We synthesized data from a total of 822 widespread stratified temperate lakes. Data were collated from Jane et al. (2021), the U.S. Wisconsin Department of Natural Resources (DNR), the U.S. New Hampshire Volunteer Lake Assessment Program (VLAP), the U.S. Lake Stewards of Maine (LSM) Volunteer Lake Monitoring Program, the U.S. Adirondack lakes database (Winslow et al. 2018; Leach et al. 2018), and solicited from members of the Global Lake Ecological Observatory Network (GLEON). For each site, we synthesized available data for dissolved oxygen (DO), water temperature, chlorophyll-a (chl-a), total phosphorus (TP), total nitrogen (TN), and dissolved organic carbon (DOC), as well as lake metadata including depth (mean and maximum), surface area, and elevation. We collated Area:Depth relationships from 19 lakes, and modeled bathymetric profiles from the remaining lakes using mean and maximum depth and surface area. Data availability and collection methods differed among sites in this database (documented in methods.csv).

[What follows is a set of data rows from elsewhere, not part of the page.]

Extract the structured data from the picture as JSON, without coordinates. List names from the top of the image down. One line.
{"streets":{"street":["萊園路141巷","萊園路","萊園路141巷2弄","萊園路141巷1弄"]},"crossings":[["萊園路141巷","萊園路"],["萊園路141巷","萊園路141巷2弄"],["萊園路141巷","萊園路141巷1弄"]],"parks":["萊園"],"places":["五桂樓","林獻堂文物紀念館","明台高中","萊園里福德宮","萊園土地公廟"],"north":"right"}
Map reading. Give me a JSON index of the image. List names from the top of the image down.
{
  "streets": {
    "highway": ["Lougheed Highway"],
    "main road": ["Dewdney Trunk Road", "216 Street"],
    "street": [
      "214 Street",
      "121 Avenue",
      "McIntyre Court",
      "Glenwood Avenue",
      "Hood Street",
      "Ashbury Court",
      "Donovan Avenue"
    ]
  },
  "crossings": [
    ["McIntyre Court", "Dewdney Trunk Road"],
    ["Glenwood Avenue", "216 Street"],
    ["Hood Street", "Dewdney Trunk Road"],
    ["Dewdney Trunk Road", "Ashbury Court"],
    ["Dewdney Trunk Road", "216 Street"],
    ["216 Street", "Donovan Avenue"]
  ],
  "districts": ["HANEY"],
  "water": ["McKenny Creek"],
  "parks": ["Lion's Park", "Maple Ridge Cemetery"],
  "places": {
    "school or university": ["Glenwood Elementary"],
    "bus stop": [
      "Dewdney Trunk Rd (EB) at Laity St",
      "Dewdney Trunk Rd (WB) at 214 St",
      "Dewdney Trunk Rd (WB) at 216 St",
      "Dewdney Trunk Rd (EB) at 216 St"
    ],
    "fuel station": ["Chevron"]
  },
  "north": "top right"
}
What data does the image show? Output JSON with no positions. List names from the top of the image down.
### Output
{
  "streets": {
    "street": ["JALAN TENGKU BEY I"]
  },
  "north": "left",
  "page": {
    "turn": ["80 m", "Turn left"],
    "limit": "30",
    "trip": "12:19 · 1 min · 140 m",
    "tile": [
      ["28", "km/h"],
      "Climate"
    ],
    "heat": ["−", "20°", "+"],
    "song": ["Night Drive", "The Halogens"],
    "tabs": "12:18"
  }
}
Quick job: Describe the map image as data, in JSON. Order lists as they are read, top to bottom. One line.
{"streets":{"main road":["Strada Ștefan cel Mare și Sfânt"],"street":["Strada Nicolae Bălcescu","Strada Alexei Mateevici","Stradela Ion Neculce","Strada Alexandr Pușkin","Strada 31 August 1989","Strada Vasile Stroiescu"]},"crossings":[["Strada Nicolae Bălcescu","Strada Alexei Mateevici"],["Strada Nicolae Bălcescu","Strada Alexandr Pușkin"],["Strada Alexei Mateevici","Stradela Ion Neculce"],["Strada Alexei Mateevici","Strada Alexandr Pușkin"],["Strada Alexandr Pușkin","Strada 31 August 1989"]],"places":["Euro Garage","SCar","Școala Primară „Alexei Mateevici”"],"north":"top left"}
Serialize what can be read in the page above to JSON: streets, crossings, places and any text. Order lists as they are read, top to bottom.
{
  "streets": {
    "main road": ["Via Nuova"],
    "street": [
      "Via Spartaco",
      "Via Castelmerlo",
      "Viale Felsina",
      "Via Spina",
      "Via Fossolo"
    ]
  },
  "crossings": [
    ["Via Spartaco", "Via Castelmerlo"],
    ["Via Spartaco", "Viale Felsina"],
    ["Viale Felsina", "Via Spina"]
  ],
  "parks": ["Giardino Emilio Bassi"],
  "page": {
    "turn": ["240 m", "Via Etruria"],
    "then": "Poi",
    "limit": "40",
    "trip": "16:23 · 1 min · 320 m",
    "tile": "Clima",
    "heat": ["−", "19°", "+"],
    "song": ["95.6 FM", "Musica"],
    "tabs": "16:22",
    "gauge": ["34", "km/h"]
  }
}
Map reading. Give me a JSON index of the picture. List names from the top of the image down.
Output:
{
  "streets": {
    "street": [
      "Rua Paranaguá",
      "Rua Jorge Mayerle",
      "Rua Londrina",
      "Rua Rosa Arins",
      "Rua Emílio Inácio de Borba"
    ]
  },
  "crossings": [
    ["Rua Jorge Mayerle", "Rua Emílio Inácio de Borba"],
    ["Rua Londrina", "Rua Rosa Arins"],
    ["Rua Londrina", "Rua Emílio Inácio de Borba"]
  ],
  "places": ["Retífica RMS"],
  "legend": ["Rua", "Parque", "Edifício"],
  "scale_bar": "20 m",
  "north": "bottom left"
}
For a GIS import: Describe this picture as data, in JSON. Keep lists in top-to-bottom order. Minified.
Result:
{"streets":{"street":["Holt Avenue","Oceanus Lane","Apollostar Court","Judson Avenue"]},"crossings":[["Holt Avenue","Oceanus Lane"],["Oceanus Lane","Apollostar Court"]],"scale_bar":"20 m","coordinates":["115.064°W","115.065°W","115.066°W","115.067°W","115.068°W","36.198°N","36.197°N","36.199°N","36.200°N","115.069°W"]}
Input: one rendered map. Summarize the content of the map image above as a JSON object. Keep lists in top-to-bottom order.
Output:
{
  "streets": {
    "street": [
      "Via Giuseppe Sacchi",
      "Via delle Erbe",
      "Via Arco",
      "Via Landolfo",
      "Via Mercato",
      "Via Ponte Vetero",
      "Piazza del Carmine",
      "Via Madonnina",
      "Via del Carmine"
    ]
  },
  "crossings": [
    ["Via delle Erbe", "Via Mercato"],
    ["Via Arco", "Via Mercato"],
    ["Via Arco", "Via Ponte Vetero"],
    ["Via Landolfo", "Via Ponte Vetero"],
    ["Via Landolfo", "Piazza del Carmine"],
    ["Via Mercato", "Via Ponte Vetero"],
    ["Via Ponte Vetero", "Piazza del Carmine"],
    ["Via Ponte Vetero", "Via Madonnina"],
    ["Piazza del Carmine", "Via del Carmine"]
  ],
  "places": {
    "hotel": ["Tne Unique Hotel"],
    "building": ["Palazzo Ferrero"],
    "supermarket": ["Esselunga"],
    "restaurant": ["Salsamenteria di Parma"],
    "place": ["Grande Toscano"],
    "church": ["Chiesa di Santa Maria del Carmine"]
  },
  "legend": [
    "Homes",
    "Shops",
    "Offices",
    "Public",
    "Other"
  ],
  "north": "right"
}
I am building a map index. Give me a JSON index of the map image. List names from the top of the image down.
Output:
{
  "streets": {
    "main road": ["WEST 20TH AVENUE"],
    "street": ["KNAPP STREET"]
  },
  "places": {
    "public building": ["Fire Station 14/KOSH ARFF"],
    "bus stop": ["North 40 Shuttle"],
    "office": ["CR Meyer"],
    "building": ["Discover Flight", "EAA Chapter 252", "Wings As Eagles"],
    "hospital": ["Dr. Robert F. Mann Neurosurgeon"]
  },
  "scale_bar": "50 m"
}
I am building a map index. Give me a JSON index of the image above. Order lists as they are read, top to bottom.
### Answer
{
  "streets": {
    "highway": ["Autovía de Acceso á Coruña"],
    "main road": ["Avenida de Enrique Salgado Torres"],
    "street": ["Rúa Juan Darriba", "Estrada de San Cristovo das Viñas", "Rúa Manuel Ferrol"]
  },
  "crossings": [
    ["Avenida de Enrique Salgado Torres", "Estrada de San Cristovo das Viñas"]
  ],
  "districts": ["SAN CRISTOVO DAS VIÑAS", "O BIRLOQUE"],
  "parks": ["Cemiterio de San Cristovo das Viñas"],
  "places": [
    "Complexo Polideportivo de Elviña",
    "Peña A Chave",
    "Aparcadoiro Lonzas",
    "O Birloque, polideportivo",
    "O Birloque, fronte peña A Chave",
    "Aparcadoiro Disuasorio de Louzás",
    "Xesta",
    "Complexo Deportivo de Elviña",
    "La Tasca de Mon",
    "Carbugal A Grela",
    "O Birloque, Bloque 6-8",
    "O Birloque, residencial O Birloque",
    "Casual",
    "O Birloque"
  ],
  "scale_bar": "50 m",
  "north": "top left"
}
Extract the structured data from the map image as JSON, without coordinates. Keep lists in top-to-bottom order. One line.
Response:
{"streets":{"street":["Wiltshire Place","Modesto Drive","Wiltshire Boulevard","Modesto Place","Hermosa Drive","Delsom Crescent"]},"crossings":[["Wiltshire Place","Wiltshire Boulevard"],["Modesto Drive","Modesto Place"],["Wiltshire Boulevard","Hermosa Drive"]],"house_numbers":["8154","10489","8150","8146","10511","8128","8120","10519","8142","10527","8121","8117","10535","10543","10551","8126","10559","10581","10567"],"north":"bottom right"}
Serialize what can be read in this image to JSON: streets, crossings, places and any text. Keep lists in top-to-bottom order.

In sum, the complete datasets consist of 140,813 distinct sampling events at 822 lakes. Median data duration at each lake is 29 years (range 5–102). Lakes in the dataset have a median depth of 12.5 m (range 1.5–480 m), median surface area of 85.4 ha (range: 0.5–237000 ha), and median elevation of 264 m (range: -215–2804). The lakes are located in 18 countries across 5 continents, with latitudes ranging from -42.6 to 68.3.
QUALITY CONTROL
We performed basic quality control on the collated data. First, we added flag columns for DO, TP, TN, chl-a, and DOC. In the flag columns, we indicated whether data were missing (Flag = 2) for all variables. Next, we set very slightly negative values (between -1 and 1 for all variables) to 0, as these values likely indicate marginal calibration error, and we added a flag to indicate this modification (Flag = 3). Then, we removed impossible values for each parameter (Flag = 4), which we define as follows:
Dissolved oxygen: less than -1 or greater than 40, following Jane et al. (2021)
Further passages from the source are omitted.